El puntero tiene un escaso margen para crecer, se puede decir que llegó al tope, por eso la preocupación de mantenerse en ese lugar haciendo uso de todo tipo de argucias y conductas inusuales para él, los demás candidatos tienen suficiente espacio para crecer y sin duda lo harán, por eso, no se deben echar las campanas al vuelo ni tampoco debe darse por perdidos a los demás, las estrategias y la maquinaria electoral de cada coalición de partidos apenas se echará a andar; las descalificaciones que hasta ahora hemos escuchado tendrán que cederle el paso a las propuestas viables, se tendrán que dejar atrás los qué para convencer con el cómo y el con qué, tendrán que explicar los candidatos por qué ahora sí debemos creerles, por qué ahora sí se cristalizarán sus propuestas y por qué antes no se pudieron llevar a cabo. Tendrá que haber confrontación de ideas y de propuestas en los debates y será ahí donde los cartones se comenzarán a mover y donde las distancias se comenzarán a cerrar, los 3 meses de campaña por la Presidencia de la República serán entre de resistencia y velocidad, ahí es donde entrarán los especialistas en comunicación política, los expertos en el manejo de redes sociales, en posicionamiento de imagen, pero, sobre todo, la capacidad de movilización de las estructuras partidistas.
Del plato a la boca muchas veces se cae la sopa, por eso el puntero comienza a hablar de fraude electoral y amenaza con soltar al tigre, demuestra su temor aflorando su verdadera identidad y quiere asegurar un triunfo anticipado amenazando, infundiendo temor, avivando el malestar social, en suma, comienza a mover las aguas para si no gana, arrebatar. El puntero sabe que no cuenta con estructura partidista en el país, que su partido es una franquicia familiar que el sistema político mexicano le ha regalado, no hay otro liderazgo en su partido que no sea el que él representa, el puntero conoce más que nadie las entrañas del poder porque ha sido una criatura del sistema y sabe que carecer de una estructura de soporte electoral es una gran desventaja.

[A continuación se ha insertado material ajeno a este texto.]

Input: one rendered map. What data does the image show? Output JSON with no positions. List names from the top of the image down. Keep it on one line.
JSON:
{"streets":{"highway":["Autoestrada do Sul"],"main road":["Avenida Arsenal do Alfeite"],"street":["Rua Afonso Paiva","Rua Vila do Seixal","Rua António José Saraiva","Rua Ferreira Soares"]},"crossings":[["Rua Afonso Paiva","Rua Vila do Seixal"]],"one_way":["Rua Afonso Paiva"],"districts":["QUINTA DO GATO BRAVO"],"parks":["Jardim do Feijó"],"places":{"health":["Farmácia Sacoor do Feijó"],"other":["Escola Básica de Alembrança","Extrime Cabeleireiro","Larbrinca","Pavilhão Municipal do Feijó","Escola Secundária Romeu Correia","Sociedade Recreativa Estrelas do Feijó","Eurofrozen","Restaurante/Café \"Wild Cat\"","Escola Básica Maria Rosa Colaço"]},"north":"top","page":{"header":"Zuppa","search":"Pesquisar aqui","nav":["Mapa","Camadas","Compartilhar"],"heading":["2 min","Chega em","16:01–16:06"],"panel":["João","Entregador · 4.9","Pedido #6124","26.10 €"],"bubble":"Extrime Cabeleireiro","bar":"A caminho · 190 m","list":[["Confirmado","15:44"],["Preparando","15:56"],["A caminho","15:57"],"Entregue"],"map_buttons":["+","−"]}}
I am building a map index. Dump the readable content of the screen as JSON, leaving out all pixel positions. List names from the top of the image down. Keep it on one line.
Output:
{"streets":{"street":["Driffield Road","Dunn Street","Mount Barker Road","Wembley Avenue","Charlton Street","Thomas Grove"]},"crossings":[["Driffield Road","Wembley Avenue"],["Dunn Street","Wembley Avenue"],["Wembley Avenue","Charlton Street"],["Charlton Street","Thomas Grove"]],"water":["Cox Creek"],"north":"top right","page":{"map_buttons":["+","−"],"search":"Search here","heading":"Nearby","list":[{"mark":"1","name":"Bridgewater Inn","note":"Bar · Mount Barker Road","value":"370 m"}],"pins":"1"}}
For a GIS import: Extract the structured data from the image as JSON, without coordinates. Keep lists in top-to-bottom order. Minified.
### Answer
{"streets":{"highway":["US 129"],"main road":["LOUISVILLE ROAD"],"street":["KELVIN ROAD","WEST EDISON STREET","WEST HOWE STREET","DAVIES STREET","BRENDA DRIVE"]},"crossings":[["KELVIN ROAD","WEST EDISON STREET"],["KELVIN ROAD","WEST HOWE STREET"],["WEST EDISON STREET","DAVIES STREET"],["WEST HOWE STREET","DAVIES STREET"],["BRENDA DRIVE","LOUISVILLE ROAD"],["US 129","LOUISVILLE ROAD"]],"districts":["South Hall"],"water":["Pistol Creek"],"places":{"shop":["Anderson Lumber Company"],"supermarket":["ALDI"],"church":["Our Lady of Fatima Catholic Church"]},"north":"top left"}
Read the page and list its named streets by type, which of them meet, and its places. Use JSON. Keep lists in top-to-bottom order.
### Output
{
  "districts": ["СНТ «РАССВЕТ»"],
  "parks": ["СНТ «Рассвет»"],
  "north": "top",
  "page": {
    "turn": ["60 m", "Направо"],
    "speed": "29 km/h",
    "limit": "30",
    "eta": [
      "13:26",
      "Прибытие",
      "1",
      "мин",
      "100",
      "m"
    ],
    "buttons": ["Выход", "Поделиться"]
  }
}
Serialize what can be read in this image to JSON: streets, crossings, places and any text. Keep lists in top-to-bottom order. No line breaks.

La conducta de quien va a la cabeza en las encuestas electorales es comprensible porque teme que del plato a la boca se le caiga la sopa, conducta que no se justifica, conducta que lo pone al descubierto. El puntero en las encuestas electorales tendrá que demostrar en la vía de los hechos que en realidad es un demócrata aceptando los resultados electorales que se den en las urnas el primer domingo de julio porque los ciudadanos que iremos a votar contamos y lo menos que merecemos es el respeto de todos los candidatos.